# [Task objective]
For each line below that contains the string "check", copy that line.

Excerpts from a dataset
--- START ---

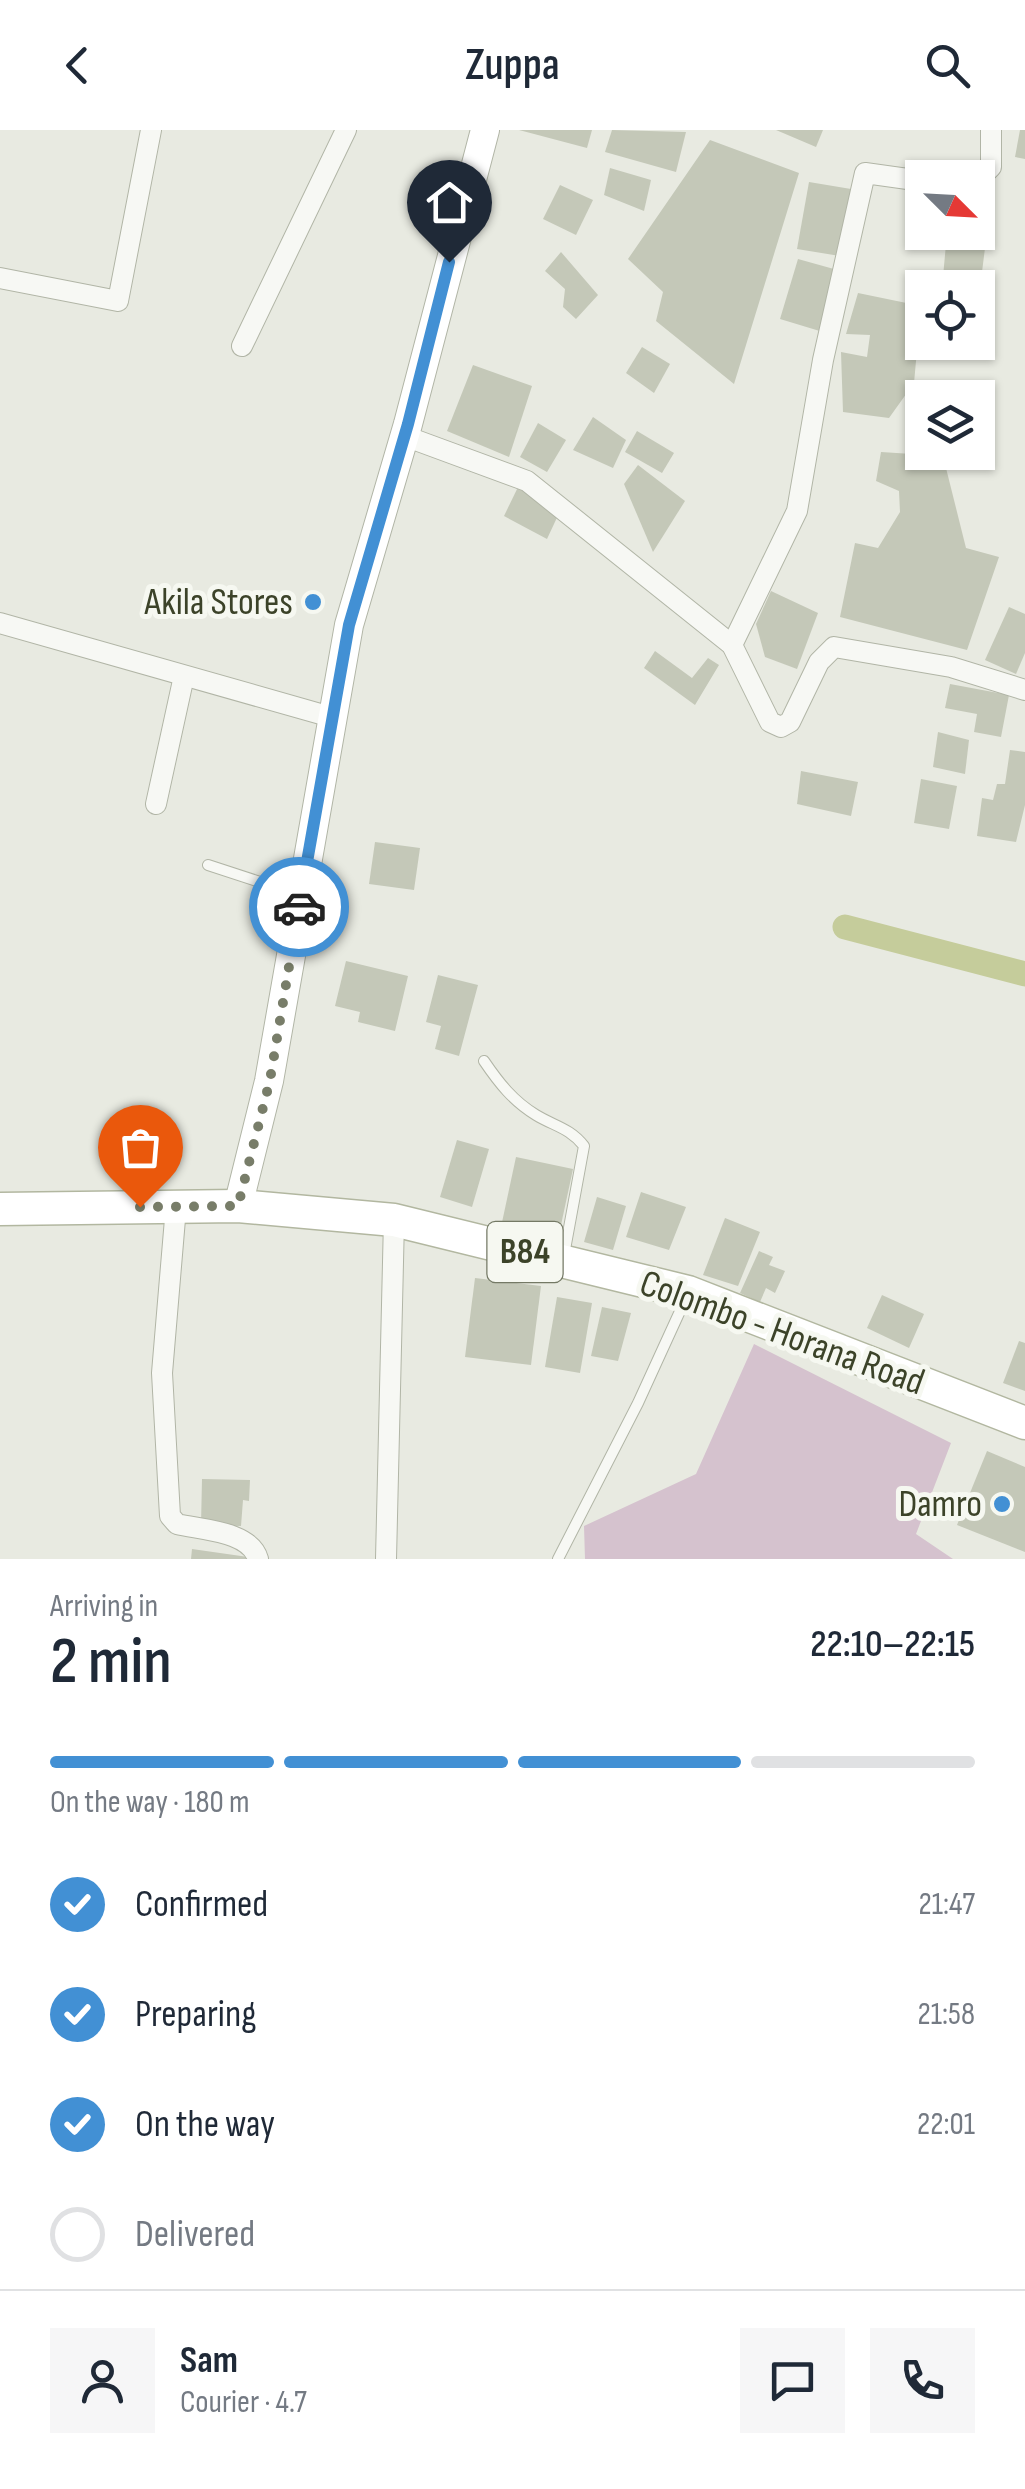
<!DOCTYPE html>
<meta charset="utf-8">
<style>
body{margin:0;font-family:"Sofia Sans Condensed",sans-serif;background:#f6f6f7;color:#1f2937;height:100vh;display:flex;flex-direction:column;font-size:38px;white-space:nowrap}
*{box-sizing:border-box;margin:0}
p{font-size:32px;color:#747a83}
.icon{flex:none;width:55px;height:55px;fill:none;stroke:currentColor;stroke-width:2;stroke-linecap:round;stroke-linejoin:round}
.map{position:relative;height:1429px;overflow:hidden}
.details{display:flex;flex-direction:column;background:#fff;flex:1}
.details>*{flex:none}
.needle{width:65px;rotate:114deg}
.fabs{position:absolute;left:905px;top:30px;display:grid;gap:20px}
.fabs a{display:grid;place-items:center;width:90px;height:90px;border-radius:0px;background:#fff;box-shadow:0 2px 8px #0004;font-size:50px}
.pin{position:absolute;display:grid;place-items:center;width:85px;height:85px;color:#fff;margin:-102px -42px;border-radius:50% 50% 50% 0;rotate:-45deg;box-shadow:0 0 10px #0007}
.pin .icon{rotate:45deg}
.courier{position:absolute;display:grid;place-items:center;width:100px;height:100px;margin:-50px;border:8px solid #4290d4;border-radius:50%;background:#fff;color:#222;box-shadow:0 2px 12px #0007}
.summary em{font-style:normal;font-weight:600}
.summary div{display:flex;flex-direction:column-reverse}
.summary{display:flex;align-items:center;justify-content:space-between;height:170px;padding:0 50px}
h1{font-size:65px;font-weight:600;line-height:75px}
.bar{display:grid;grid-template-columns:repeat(4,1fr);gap:15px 10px;align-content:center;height:120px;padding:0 50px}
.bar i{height:12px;border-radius:8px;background:#e0e1e3}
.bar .on{background:#4290d4}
.bar p{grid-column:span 4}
.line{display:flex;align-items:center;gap:25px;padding:0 50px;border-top:2px solid #e0e1e3}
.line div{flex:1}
.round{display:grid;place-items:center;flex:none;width:105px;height:105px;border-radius:0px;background:#f6f6f7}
ol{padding:0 50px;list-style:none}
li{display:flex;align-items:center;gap:30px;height:110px}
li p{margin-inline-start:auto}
li .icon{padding:10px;border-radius:50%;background:#4290d4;color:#fff;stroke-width:4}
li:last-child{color:#747a83}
li i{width:55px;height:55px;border:5px solid #e0e1e3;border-radius:50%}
header{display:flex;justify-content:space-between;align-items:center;height:130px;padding:0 50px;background:#fff;font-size:45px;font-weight:600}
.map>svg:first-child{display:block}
.green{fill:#d5c2ce}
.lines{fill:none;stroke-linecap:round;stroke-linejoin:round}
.canal{stroke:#c5cc9b;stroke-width:25}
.building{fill:#c4c8b8}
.lane-casing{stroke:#b1b5a6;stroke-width:12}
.street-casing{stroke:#b1b5a6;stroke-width:22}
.secondary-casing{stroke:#b1b5a6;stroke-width:30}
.primary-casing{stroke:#b2b7a0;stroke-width:35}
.lane{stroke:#f7f8f4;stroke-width:10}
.street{stroke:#f7f8f4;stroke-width:20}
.secondary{stroke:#fff;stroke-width:28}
.primary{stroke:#fff;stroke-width:32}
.done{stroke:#787d69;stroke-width:10;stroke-dasharray:0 18}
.route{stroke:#4290d4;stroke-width:12}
.poi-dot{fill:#4290d4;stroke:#f6f8f1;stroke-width:4}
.labels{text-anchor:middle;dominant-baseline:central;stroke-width:10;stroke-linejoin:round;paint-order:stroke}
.shield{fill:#f6f8f1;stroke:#747965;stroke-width:2.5}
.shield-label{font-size:35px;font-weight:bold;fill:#3c4329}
.poi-label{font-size:38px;fill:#3c4329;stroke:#f6f8f1;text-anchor:end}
.street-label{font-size:38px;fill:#3c4329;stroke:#f6f8f1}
</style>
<header><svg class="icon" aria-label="back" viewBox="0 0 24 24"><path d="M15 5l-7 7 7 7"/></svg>Zuppa<svg class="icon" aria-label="search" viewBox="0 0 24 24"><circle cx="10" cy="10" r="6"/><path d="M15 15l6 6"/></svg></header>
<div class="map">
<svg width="1025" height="1429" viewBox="0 0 1025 1429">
<rect width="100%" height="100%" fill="#e8eae1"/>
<polygon class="green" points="754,1214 951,1313 916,1404 953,1429 585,1429 584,1396 696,1344"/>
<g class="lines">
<polyline class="canal" points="845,797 1025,844"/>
</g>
<g class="building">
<polygon points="519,0 592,0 587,18"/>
<polygon points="612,0 686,2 676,42 605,22"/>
<polygon points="776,0 823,0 816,17"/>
<polygon points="1020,0 1025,0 1025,29 1015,27"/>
<polygon points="710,10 799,43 734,254 656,191 663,162 628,129"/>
<polygon points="610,38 651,50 644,81 604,65"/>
<polygon points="809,52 857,60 846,127 797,119"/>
<polygon points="560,55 593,70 576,105 543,89"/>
<polygon points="946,114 985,118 980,158 942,158"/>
<polygon points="561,122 598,165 576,189 563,177 565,159 545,141"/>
<polygon points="798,129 841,141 823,202 780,189"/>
<polygon points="858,163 921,176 914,253 889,288 843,282 841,222 867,227 870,205 846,204"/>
<polygon points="642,217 670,234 654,263 626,243"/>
<polygon points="473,235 532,256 509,327 447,301"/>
<polygon points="593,287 626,310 613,338 573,320"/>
<polygon points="538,293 566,310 547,342 520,327"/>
<polygon points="637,301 674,323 662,343 625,322"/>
<polygon points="881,322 943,326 966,418 999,427 967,520 840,487 855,413 878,418 900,382 899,361 876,351"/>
<polygon points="638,335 685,371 653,422 624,354"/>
<polygon points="519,355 561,379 547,409 504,386"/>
<polygon points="771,461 818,483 797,539 765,527 756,494"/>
<polygon points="1009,477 1025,484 1025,523 1016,544 985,530"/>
<polygon points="655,521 692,548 708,528 719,535 695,575 644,538"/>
<polygon points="950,554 1009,565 1001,607 974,602 977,584 945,578"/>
<polygon points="938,602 969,610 965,644 933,637"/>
<polygon points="1010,620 1025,622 1025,675 1016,712 977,706 982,668 993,670 997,654 1005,654"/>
<polygon points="801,641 858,652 851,686 797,674"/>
<polygon points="921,649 957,656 949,699 914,693"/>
<polygon points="375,712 420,718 414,760 369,754"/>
<polygon points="346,831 408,846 395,901 358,892 360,882 335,876"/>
<polygon points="438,845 478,855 459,926 435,919 441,896 426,892"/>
<polygon points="457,1010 489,1019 472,1077 440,1067"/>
<polygon points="516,1027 573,1039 558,1109 501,1097"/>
<polygon points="641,1062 686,1077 669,1120 626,1107"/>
<polygon points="597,1067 626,1076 613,1120 584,1112"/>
<polygon points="725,1088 760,1102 738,1156 703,1145"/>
<polygon points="759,1121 773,1127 769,1135 785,1141 775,1163 766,1158 760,1172 740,1163"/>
<polygon points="475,1148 541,1156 531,1235 465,1227"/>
<polygon points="882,1165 924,1184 909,1218 867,1198"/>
<polygon points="557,1167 592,1173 580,1243 545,1237"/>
<polygon points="602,1177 631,1183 618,1231 591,1226"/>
<polygon points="1019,1211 1025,1213 1025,1261 1003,1253"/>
<polygon points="987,1321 1025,1337 1025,1422 957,1395"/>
<polygon points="202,1349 250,1350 249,1371 243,1370 241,1396 201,1395"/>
<polygon points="192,1419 248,1427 247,1429 191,1429"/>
</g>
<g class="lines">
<g class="lane-casing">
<g id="lane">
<polyline points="208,735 300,765"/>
<path d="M 484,931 C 499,953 513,971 536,985 C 554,996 570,998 584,1016 L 564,1125"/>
<polyline points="558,1429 638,1273 686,1168"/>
</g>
</g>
<g class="street-casing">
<g id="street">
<polyline points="978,50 991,37 991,0"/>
<polyline points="0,148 118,171 151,0"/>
<polyline points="242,216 346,0"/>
<polyline points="402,305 527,351 732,515 770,592 781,597 790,592 819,532 834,517 951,537 1025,560"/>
<polyline points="0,493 331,587"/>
<polyline points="732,515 797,381 823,230 865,43 922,51"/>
<polyline points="156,674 184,546"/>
<path d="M 176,1077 L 162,1243 L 170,1386 L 177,1394 C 202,1400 250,1401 258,1429"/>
<polyline points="386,1429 394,1090"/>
</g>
</g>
<g class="secondary-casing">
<polyline id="secondary" points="238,1076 269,951 349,495 408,294 485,0"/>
</g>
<g class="primary-casing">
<polyline id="primary" points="0,1079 238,1076 394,1090 688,1162 1025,1293"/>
</g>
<use href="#lane" class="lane"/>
<use href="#street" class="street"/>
<use href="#secondary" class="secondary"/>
<use href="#primary" class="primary"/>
</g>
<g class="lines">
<polyline class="done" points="140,1077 238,1076 270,950 299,777"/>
<polyline class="route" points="299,777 349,495 408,294 449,132"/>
</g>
<g class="poi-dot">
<circle cx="313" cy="472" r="10"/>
<circle cx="1002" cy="1374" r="10"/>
</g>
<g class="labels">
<rect class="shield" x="487.5" y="1092" width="75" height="60" rx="8"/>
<g class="shield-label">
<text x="525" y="1122">B84</text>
</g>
<g class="poi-label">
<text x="293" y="472">Akila Stores</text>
<text x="982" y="1374">Damro</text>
</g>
<g class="street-label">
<text transform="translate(782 1203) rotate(20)">Colombo - Horana Road</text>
</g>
</g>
</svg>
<div class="fabs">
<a><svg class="needle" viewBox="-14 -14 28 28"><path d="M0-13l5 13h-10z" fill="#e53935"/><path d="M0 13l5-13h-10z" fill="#747a83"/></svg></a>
<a><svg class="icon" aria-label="locate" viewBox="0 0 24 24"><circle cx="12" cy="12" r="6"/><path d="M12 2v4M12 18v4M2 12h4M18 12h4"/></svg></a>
<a><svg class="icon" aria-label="layers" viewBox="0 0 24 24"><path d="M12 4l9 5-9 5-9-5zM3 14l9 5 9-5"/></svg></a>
</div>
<div class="pin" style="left:140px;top:1077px;background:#ea580c"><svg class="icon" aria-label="bag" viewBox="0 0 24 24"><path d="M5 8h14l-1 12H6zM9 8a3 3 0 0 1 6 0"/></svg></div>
<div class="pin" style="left:449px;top:132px;background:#1f2937"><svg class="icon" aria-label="home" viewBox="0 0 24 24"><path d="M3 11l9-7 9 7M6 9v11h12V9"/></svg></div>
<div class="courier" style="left:299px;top:777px"><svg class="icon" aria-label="car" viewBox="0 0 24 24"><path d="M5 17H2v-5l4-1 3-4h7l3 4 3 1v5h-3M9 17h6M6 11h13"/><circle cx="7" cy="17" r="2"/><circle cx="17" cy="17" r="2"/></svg></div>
</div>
<section class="details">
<div class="summary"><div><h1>2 min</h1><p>Arriving in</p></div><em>22:10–22:15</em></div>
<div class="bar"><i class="on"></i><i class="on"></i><i class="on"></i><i></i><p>On the way · 180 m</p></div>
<ol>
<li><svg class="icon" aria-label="check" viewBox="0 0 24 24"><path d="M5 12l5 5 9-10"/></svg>Confirmed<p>21:47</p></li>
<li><svg class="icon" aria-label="check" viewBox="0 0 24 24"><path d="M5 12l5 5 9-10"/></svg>Preparing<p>21:58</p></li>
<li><svg class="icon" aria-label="check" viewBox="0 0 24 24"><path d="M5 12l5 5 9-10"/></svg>On the way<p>22:01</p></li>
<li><i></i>Delivered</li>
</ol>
<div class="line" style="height:180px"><a class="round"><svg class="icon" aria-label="person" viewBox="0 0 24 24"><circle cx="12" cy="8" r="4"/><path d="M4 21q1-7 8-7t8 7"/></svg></a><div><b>Sam</b><p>Courier · 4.7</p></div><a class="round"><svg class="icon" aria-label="chat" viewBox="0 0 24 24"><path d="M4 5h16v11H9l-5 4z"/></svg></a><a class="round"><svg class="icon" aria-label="phone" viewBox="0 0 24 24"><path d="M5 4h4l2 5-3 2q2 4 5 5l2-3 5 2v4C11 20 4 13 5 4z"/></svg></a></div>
</section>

--- END ---

# [Output below]
<li><svg class="icon" aria-label="check" viewBox="0 0 24 24"><path d="M5 12l5 5 9-10"/></svg>Confirmed<p>21:47</p></li>
<li><svg class="icon" aria-label="check" viewBox="0 0 24 24"><path d="M5 12l5 5 9-10"/></svg>Preparing<p>21:58</p></li>
<li><svg class="icon" aria-label="check" viewBox="0 0 24 24"><path d="M5 12l5 5 9-10"/></svg>On the way<p>22:01</p></li>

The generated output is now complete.